=== DATA EXTRACT ===

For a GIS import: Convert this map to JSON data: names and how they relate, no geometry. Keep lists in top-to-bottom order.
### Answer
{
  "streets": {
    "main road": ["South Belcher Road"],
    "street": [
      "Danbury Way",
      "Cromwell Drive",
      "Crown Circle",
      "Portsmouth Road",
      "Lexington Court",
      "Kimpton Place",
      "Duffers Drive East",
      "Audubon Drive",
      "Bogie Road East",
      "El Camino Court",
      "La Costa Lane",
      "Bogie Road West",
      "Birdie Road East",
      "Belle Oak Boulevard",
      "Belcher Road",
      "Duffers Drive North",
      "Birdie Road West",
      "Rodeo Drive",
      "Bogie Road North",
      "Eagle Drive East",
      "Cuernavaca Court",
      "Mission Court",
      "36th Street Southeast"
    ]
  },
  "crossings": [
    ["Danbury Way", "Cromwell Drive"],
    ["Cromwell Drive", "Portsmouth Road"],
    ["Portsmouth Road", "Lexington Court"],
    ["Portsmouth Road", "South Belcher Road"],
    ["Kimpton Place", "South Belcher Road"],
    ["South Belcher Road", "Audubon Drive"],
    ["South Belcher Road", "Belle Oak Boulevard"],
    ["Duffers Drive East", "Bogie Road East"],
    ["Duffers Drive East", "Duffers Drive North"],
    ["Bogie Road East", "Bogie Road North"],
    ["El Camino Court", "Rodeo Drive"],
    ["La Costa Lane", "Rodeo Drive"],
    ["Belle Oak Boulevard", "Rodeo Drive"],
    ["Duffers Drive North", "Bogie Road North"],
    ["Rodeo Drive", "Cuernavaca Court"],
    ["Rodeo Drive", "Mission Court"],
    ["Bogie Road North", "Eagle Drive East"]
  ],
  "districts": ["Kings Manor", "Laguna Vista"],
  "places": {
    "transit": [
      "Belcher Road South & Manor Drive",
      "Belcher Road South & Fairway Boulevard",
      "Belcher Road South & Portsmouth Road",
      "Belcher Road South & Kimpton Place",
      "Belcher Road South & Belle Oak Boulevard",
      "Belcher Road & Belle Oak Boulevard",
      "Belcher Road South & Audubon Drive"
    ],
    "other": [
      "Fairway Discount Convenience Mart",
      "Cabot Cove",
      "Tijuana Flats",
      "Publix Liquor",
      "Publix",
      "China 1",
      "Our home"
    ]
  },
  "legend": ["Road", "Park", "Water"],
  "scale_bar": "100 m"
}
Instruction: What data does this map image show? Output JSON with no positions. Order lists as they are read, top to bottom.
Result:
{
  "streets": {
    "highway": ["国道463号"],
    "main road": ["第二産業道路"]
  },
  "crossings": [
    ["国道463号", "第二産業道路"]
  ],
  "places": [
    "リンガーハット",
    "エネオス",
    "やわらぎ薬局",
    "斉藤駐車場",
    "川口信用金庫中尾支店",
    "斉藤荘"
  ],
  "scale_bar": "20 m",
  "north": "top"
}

===

**WORK REQUEST**:
In your reply, restate every entry exactly.

**ANSWER BOX**:
For a GIS import: Convert this map to JSON data: names and how they relate, no geometry. Keep lists in top-to-bottom order.
### Answer
{
  "streets": {
    "main road": ["South Belcher Road"],
    "street": [
      "Danbury Way",
      "Cromwell Drive",
      "Crown Circle",
      "Portsmouth Road",
      "Lexington Court",
      "Kimpton Place",
      "Duffers Drive East",
      "Audubon Drive",
      "Bogie Road East",
      "El Camino Court",
      "La Costa Lane",
      "Bogie Road West",
      "Birdie Road East",
      "Belle Oak Boulevard",
      "Belcher Road",
      "Duffers Drive North",
      "Birdie Road West",
      "Rodeo Drive",
      "Bogie Road North",
      "Eagle Drive East",
      "Cuernavaca Court",
      "Mission Court",
      "36th Street Southeast"
    ]
  },
  "crossings": [
    ["Danbury Way", "Cromwell Drive"],
    ["Cromwell Drive", "Portsmouth Road"],
    ["Portsmouth Road", "Lexington Court"],
    ["Portsmouth Road", "South Belcher Road"],
    ["Kimpton Place", "South Belcher Road"],
    ["South Belcher Road", "Audubon Drive"],
    ["South Belcher Road", "Belle Oak Boulevard"],
    ["Duffers Drive East", "Bogie Road East"],
    ["Duffers Drive East", "Duffers Drive North"],
    ["Bogie Road East", "Bogie Road North"],
    ["El Camino Court", "Rodeo Drive"],
    ["La Costa Lane", "Rodeo Drive"],
    ["Belle Oak Boulevard", "Rodeo Drive"],
    ["Duffers Drive North", "Bogie Road North"],
    ["Rodeo Drive", "Cuernavaca Court"],
    ["Rodeo Drive", "Mission Court"],
    ["Bogie Road North", "Eagle Drive East"]
  ],
  "districts": ["Kings Manor", "Laguna Vista"],
  "places": {
    "transit": [
      "Belcher Road South & Manor Drive",
      "Belcher Road South & Fairway Boulevard",
      "Belcher Road South & Portsmouth Road",
      "Belcher Road South & Kimpton Place",
      "Belcher Road South & Belle Oak Boulevard",
      "Belcher Road & Belle Oak Boulevard",
      "Belcher Road South & Audubon Drive"
    ],
    "other": [
      "Fairway Discount Convenience Mart",
      "Cabot Cove",
      "Tijuana Flats",
      "Publix Liquor",
      "Publix",
      "China 1",
      "Our home"
    ]
  },
  "legend": ["Road", "Park", "Water"],
  "scale_bar": "100 m"
}
Instruction: What data does this map image show? Output JSON with no positions. Order lists as they are read, top to bottom.
Result:
{
  "streets": {
    "highway": ["国道463号"],
    "main road": ["第二産業道路"]
  },
  "crossings": [
    ["国道463号", "第二産業道路"]
  ],
  "places": [
    "リンガーハット",
    "エネオス",
    "やわらぎ薬局",
    "斉藤駐車場",
    "川口信用金庫中尾支店",
    "斉藤荘"
  ],
  "scale_bar": "20 m",
  "north": "top"
}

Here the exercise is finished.